Perhelatan Pemilihan Kepala Daerah (Pilkada) Serentak Tahun 2024 menjadi momentum untuk memilih pemilih pemimpin daerah terbaik yang beritegritas dan berkomitmen mensejahterakan rakyat.
Akan tetapi dibalik itu ada ancaman yang menjadikan harapan tersebut sirna, yaitu money politics atau politik uang. Dengan cara tersebut, masa depan suatu daerah ‘digadaikan’ sehingga pemimpin tidak dipilih berdasarkan kompetensinya namun berdasarkan ‘isi tas’nya.
Politik uang dapat merusak demokrasi. Ironisnya, politik uang sudah dianggap biasa terjadi di Indonesia. Karena itu, masyarakat harus memiliki kesadaran untuk melawan politik uang.
Sebagian masyarakat menilai praktek politik uang dalam kontestasi politik merupakan hal wajar. Padahal, praktek semacam itu mencederai demokrasi dan integritas pemilihan. Oleh karenanya kesadaran masyarakat untuk menolak praktik itu dibutuhkan.
Bahkan politik uang banyak diperbincangkan sebagai suatu ancaman yang sangat nyata terhadap demokrasi bukan hanya di Indonesia namun juga di dunia Internasional. Banyak forum-forum telah mendiskusikan isu politik uang merupakan suatu tindak kejahatan politik penyuapan yang harus dengan serius dicegah dan diperangi.
Apa itu Politik Uang atau (Money Politik)? Politik uang itu sebuah upaya penyuapan dalam politik demokrasi, baik itu terhadap penyelenggara, pengawas dan pemilih untuk mempengaruhi proses dan hasil pemilihan.
Contohnya:
Pemberian uang tunai terhadap warga pemilih menjelang pemungutan suara atau disebut ‘serangan fajar’ atau pemberian uang ganti dan/atau uang transport, diberikan sebagai pengganti waktu kerja pemilih. Misalnya, seorang petani yang harusnya pergi ke sawah atau ladang, diberikan uang agar pergi ke TPS untuk memilih calon tertentu’

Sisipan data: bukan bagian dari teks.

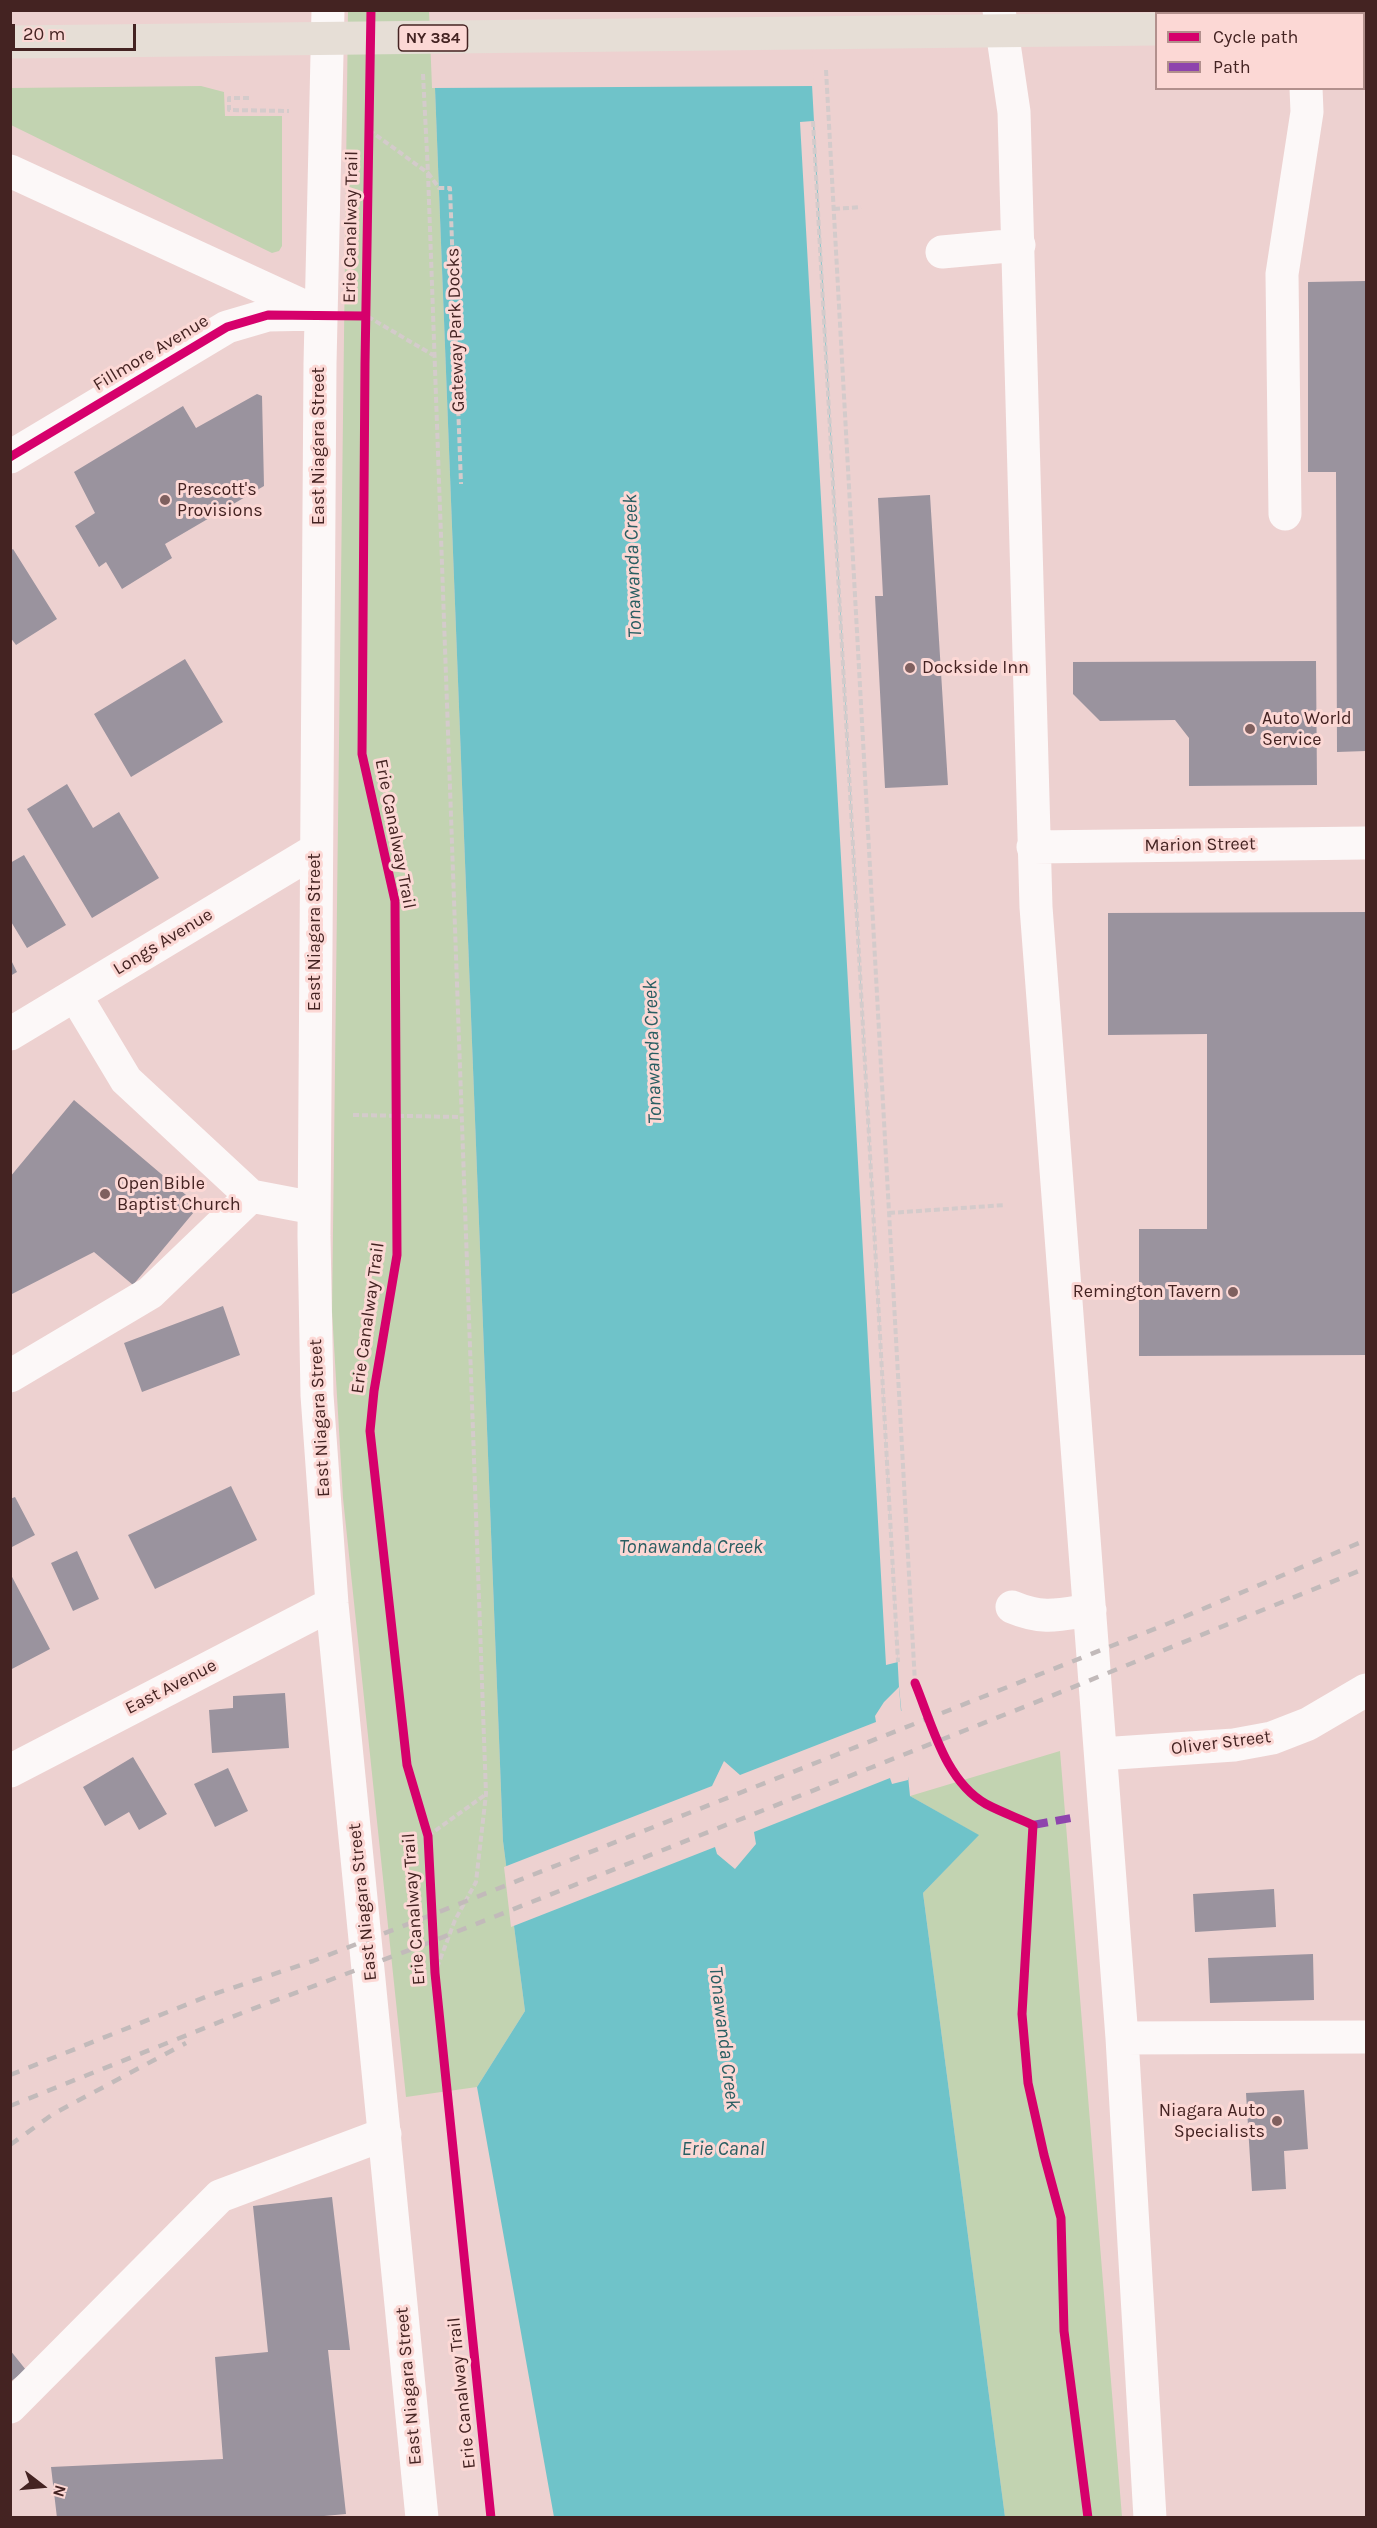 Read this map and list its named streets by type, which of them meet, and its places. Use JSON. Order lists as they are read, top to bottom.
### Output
{
  "streets": {
    "main road": ["NY 384"],
    "street": [
      "Fillmore Avenue",
      "East Niagara Street",
      "Marion Street",
      "Longs Avenue",
      "East Avenue",
      "Oliver Street"
    ],
    "path": ["Gateway Park Docks"],
    "cycle path": ["Erie Canalway Trail"]
  },
  "crossings": [
    ["Fillmore Avenue", "East Niagara Street"],
    ["East Niagara Street", "Longs Avenue"],
    ["East Niagara Street", "East Avenue"]
  ],
  "water": ["Tonawanda Creek", "Erie Canal"],
  "places": [
    "Prescott's Provisions",
    "Dockside Inn",
    "Auto World Service",
    "Open Bible Baptist Church",
    "Remington Tavern",
    "Niagara Auto Specialists"
  ],
  "legend": ["Cycle path", "Path"],
  "scale_bar": "20 m",
  "north": "right"
}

Negara melaui kebijakan politik hukumnya telah mengatur terkait kejahatan politik uang. Dengan adanya kebijakan hukum ini semakin jelas bahwa politik uang adalah sesuatu yang serius sehingga dianggap perlu untuk diatur dalam peraturan perundang – undangan, sebagai upaya perlindungan terhadap masyarakat dan tentunya perlindungan terhadap demokrasi.
Dalam Undang-Undang Nomor 7 Tahun 2017 Tentang pemilihan umum Pasal 523 ayat(1), ayat (2), dan ayat (3) mengatur tentang larangan poltik uang yang terbagi dalam tiga masa atau tahapan yaitu:
Pertama pada masa Kampanye dimana larangan tersebut berbunyi; Setiap pelaksana, peserta, dan/atau tim Kampanye Pemilu yang dengan sengaja menjanjikan atau memberikan uang atau materi lainnya sebagai imbalan kepada peserta Kampanye Pemilu secara langsung ataupun tidak langsung sebagaimana dimaksud dalam Pasal 280 ayat (1) huruf j dipidana dengan pidana penjara paling lama 2 (dua) tahun dan denda paling banyak Rp.24.000.000,00 (dua puluh empat juta rupiah)
Kedua Pada Masa Tenang dimana desebutkan ; Setiap pelaksana, peserta, dan/ atau tim Kampanye Pemilu yang dengan sengaja pada Masa Tenang menjanjikan atau memberikan imbalan uang atau materi lainnya kepada Pemilih secara langsung ataupun tidak langsung sebagaimana dimaksud dalam Pasal 278 ayat (2) dipidana dengan pidana penjara paling lama 4 (empat) tahun dan denda paling banyak Rp. 48.000.000,00 (empat puluh delapan juta rupiah).
Ketiga Pada Saat Pemungutan Suara yang secara tegas disebutkan ; Setiap orang yang dengan sengaja pada hari pemungutan suara menjanjikan atau memberikan uang atau materi lainnya kepada Pemilih untuk tidak menggunakan hak pilihnya atau memilih Peserta Pemilu tertentu dipidana dengan pidana penjara paling lama 3 (tiga) tahun dan denda paling banyak Rp. 36.000.000,00 (tiga puluh enam juta rupiah).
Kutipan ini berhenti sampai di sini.